Funding: The research was supported by the Stanford’s Medical Science Training Program, the California Institute for Regenerative Medicine, the National Institutes of Health (grants TR01AG047820, P01AG036695, R37AG023806 and R01AR062185), the Glenn Foundation for Medical Research and the Department of Veterans Affairs.
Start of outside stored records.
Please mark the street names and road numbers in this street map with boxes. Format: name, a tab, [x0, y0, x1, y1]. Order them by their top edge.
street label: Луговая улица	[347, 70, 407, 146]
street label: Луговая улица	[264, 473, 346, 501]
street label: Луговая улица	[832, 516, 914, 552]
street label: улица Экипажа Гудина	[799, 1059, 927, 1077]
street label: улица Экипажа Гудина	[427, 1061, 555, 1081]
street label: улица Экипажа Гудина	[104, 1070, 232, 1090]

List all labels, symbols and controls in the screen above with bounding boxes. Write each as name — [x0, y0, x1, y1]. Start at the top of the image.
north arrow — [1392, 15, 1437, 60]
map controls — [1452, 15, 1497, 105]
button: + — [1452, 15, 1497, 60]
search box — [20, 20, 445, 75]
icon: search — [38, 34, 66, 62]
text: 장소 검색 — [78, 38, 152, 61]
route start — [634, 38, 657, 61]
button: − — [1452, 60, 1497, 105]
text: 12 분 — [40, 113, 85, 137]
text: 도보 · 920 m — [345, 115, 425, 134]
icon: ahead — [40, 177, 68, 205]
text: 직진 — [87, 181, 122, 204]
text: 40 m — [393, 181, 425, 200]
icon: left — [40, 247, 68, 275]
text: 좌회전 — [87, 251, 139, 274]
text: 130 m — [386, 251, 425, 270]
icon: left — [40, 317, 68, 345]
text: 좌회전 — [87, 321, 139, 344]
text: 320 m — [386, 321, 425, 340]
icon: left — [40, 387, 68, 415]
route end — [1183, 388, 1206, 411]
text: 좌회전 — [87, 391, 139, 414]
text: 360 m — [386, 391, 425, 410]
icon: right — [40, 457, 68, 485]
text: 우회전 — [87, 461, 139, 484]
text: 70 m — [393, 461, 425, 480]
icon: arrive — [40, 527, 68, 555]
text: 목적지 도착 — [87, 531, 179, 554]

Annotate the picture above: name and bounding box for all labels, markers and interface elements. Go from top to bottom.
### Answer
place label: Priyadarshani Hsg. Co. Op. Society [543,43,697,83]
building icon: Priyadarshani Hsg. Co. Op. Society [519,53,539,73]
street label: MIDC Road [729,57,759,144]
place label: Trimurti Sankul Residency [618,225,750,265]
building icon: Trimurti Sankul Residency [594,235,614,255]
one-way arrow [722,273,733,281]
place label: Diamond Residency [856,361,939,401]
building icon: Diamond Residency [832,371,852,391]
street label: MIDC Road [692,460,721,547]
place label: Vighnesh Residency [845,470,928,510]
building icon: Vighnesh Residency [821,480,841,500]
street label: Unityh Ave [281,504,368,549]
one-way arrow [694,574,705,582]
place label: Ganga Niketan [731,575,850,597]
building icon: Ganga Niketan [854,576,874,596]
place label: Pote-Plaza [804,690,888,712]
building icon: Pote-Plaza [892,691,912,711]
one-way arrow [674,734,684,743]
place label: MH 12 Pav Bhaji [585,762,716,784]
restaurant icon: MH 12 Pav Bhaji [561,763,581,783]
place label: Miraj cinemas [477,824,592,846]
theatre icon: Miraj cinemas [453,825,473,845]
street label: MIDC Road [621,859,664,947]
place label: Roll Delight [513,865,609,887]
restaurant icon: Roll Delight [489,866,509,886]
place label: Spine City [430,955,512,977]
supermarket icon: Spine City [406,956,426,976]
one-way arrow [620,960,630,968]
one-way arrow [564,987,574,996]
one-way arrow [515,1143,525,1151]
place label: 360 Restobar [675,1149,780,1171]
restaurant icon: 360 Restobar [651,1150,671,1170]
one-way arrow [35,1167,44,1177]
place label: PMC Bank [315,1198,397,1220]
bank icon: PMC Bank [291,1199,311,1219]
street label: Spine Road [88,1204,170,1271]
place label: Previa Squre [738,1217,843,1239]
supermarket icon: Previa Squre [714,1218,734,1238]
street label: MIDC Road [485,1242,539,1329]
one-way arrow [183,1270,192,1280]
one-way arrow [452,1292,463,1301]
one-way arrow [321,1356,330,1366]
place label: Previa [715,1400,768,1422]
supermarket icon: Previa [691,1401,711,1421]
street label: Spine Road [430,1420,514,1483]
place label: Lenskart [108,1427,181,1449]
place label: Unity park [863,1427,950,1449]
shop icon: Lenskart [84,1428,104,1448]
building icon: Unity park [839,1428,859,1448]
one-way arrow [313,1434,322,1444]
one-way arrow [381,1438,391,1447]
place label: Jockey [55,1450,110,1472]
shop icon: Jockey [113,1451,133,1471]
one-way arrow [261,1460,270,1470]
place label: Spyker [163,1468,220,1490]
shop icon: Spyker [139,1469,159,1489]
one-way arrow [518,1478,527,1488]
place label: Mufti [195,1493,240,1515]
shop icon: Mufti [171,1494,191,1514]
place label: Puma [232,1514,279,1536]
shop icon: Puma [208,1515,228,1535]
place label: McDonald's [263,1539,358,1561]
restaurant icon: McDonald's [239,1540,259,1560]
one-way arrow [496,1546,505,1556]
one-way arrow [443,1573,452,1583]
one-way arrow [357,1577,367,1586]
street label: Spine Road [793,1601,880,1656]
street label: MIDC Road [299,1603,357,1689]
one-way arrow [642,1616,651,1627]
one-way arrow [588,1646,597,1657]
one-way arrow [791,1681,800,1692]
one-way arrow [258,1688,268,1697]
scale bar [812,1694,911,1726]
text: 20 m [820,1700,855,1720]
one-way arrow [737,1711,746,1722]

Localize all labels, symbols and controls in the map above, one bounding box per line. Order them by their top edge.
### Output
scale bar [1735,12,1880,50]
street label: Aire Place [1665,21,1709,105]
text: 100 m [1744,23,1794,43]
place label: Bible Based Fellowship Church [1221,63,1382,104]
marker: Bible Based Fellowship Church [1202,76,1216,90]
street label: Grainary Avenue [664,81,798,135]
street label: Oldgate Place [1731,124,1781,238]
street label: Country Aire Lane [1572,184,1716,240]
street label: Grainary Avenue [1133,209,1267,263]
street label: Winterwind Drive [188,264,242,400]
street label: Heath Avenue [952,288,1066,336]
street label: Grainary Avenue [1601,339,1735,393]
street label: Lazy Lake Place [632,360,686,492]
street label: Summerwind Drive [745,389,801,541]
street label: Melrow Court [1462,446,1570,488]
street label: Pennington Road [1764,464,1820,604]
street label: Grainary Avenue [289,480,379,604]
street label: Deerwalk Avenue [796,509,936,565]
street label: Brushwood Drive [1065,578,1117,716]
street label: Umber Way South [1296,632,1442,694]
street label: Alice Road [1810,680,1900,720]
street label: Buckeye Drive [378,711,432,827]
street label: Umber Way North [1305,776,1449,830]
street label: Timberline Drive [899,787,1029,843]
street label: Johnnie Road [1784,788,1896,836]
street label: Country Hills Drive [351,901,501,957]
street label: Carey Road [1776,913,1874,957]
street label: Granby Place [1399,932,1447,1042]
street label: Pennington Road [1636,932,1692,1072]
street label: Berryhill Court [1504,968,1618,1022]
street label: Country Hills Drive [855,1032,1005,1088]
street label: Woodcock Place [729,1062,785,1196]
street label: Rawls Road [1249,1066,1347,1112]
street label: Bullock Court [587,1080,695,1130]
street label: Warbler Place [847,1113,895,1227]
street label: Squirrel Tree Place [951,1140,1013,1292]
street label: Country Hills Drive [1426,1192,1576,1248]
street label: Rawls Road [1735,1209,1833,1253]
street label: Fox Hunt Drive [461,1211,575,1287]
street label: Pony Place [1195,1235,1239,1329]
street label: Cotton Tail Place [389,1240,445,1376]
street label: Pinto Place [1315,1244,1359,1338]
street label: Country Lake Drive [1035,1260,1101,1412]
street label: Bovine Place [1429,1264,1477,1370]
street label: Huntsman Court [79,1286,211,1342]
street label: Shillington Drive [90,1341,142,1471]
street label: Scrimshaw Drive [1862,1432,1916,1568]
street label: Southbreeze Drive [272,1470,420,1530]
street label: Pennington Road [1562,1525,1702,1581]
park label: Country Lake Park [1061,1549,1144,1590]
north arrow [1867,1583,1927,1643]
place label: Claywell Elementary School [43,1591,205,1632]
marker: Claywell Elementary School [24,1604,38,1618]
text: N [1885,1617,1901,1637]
About this neuroscience research article

Source:
Stanford
Media Contacts:
Krista Conger – Stanford
Image Source:
The image is in the public domain.

Original Research: Closed access
“Exercise rejuvenates quiescent skeletal muscle stem cells in old mice through restoration of Cyclin D1”. by Jamie O. Brett, Marina Arjona, Mika Ikeda, Marco Quarta, Antoine de Morrée, Ingrid M. Egner, Luiz A. Perandini, Heather D. Ishak, Armon Goshayeshi, Daniel I. Benjamin, Pieter Both, Cristina Rodríguez-Mateo, Michael J. Betley, Tony Wyss-Coray & Thomas A. Rando.
Nature Metabolism doi:10.1038/s42255-020-0190-0.

Abstract

Exercise rejuvenates quiescent skeletal muscle stem cells in old mice through restoration of Cyclin D1

Ageing impairs tissue repair. This defect is pronounced in skeletal muscle, whose regeneration by muscle stem cells (MuSCs) is robust in young-adult animals, but inefficient in older organisms. Despite this functional decline, old MuSCs are amenable to rejuvenation through strategies that improve the systemic milieu, such as heterochronic parabiosis. One such strategy, exercise, has long been appreciated for its benefits on healthspan, but its effects on aged stem-cell function in the context of tissue regeneration are incompletely understood. Here, we show that exercise in the form of voluntary wheel running accelerates muscle repair in old mice and improves old MuSC function. Through transcriptional profiling and genetic studies, we discovered that the restoration of old MuSC activation ability hinges on restoration of Cyclin D1, whose expression declines with age in MuSCs. Pharmacologic studies revealed that Cyclin D1 maintains MuSC activation capacity by repressing TGF-β signalling. Taken together, these studies demonstrate that voluntary exercise is a practicable intervention for old MuSC rejuvenation. Furthermore, this work highlights the distinct role of Cyclin D1 in stem-cell quiescence.